The wars were fought over rivalry for territory, as both empires expanded into the Mediterranean and Iberia. The First Punic War was fought between 264 BCE and 241 BCE, spanning both land and sea. It began when the Mamertines on Sicily asked for Carthaginian assistance against a local aggressor. The Carthaginians arrived and built a garrison to help. Yet the Mamertines betrayed them and called on the Romans to help fight against Carthage. In the Second Punic War, fought on land between 218 BCE and 201 BCE, the Carthaginian commander Hannibal famously rode elephants over the Alps. The Third Punic War, between 149 BCE and 146 BCE, was a thorough defeat of Carthage at the hands of Rome.
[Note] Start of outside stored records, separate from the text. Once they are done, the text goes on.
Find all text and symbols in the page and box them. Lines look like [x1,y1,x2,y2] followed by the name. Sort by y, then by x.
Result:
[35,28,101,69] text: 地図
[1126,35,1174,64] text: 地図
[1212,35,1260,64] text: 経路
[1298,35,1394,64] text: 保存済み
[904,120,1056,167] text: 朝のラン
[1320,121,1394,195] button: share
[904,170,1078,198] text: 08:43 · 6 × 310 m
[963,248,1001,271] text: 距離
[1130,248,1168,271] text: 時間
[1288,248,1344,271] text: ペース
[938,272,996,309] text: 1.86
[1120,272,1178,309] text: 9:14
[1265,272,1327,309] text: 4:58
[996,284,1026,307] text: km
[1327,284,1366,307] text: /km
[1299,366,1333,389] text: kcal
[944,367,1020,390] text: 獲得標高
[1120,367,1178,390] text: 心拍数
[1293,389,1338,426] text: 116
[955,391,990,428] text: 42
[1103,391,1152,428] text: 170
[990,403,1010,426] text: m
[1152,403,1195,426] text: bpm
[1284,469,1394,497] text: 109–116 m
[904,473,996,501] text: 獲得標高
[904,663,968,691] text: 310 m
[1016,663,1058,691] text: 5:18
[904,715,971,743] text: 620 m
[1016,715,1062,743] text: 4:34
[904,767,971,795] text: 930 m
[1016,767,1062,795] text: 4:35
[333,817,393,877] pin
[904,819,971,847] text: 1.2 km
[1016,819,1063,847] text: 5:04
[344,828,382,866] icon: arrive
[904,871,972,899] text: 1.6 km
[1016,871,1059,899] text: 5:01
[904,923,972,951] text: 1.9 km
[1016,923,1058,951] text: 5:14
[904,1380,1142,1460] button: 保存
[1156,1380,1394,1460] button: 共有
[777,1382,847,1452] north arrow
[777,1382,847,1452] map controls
It involved a prolonged siege of the city and its eventual destruction.

Hannibal brought elephants over the Alps to fight Rome. He is one of Carthage’s most famous rulers.

Carthage was a coastal colony of Phoenicia that became an important kingdom after Phoenicia lost independence.

Others, such as Ebusus (Ibiza), Panormo (Palermo), and Hippo Diarrhytus (Bizerte), went on to become cities in the modern era. Although Phoenician religion and trade were a large part of the lives of those who lived in these colonies, the local culture also influenced the way Phoenicia developed. These outposts were truly the best examples of how Phoenicia interacted with the world.

Trade Expansion

The Phoenicians didn’t invent large-scale regional trade; they made use of existing trade routes. But what they did accomplish was expanding the scope of trade across the ancient world. From China in the East to Britain and Africa in the West, Phoenician traders created what could be called one of the world’s first global economic networks. Some historians believe the Phoenicians may have reached South America. However, there is little evidence of this beyond inscriptions.

While focused primarily on economic opportunity, the Phoenicians were some of the most efficient and successful explorers of their age. They connected parts of the world that had previously not been in contact and shared knowledge among populations.

The Phoenicians expanded the understanding of the world and shaped the way empires thought about themselves in relation to others. In the centuries after Phoenicia came under Persian control, the Greek Empire fell and the Roman Empire was established. The Roman Empire grew into one of the greatest powers the world had ever seen. But the world they conquered, from west to east, was one first connected by the Phoenicians.